In other words, I was a sitting duck for bullies to take free shots at me.
I’d been taking this for years. But this particular morning was the closest I’d ever come to snapping.
Two future felons of America started yakking about me. I ignored them (or rather, pretended not to hear them) until one of them turned his aim directly at me.
The ringleader asked me “Yo, what size bra you wear?” He turns to his accomplice and they start laughing uproariously.
I had been putting up with his abuse all year. For the life of me, I don’t know what caused me to do this. It was the closest I’d ever come before or since to being in a fist fight.
I got in his face. “What was that?” I yelled with everything I had.
Ren and Stimpy (no insult intended to the beloved cartoon from the 90s) just started laughing harder. Common sense prevailed and I sat down.
I’m a highly-intelligent grown man with reason, logic, and altitude. I get it; their words didn’t kill me. They only made me stronger. They helped me to develop the sharp wit and sense of humor which is a great deal of pride for me.

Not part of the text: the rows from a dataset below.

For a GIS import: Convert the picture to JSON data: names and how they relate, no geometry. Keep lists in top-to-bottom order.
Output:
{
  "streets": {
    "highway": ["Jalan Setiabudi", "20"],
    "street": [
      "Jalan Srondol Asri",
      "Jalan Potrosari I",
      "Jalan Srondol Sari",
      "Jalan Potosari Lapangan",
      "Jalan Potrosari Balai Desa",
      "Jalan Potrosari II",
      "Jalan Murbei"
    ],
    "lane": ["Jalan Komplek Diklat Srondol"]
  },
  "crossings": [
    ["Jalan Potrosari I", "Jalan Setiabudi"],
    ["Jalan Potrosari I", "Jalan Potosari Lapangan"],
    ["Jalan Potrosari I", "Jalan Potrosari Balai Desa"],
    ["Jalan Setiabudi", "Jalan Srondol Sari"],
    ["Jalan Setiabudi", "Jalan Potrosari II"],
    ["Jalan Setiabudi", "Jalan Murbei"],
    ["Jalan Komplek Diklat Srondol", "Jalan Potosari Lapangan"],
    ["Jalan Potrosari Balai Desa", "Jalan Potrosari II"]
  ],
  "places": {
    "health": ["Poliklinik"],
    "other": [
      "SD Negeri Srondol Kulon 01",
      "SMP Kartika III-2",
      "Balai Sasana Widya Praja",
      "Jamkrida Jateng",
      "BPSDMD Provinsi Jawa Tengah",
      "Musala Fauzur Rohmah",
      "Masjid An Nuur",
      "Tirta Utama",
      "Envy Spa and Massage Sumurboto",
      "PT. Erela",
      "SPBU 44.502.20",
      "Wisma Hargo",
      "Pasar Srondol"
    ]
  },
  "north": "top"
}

This, I say as present-day me. 13-year-old me didn’t have that perspective.
Bullying is a severe problem in this world. It’s dangerous. It’s ugly and it is literally killing people.
To me, the most disturbing aspect of the bullying epidemic is this: the victims are becoming statistics. Look at people who pull off school shootings. Many times they’re bullying victims. People who are bullied regularly commit suicide in high numbers.
But for every bullying-related story that gets publicity, there are thousands that go unreported.
October is bullying prevention month. The question I have is why are these 31 days different than the other 334? We must do better. We must expect more out of each other to put a stop to bullying.
Parents, be on the lookout for these signs in your children:
- Are your kids withdrawn?
- Do they have healthy self-esteem?
- Do they have supportive friends?
- Do your kids dread or fear going to school?
These are just a few of many things you can look out for. And I’m not saying these things point to a bullied kid for sure, but they could.
Also, please teach your children to be on the lookout if they believe a classmate is being bullied.
- Teach your kids to tell a grown up if they suspect something is going on.
- Teach them that bullying can’t be tolerated or accepted.
As always, you can reach out to me on my website: team-ryan.team. Follow me on twitter at twitter.com/ryanhallwrites. Or shoot me an email at [email protected].
Make no mistake, I’m not talking about good-natured ribbing. Tearing down another person just because you can – that’s bullying.
In a time when we expect less and less from each other, we should expect more and more. It takes each and every one of us to put a stop to this.
There is no place in a civilized society for a bully.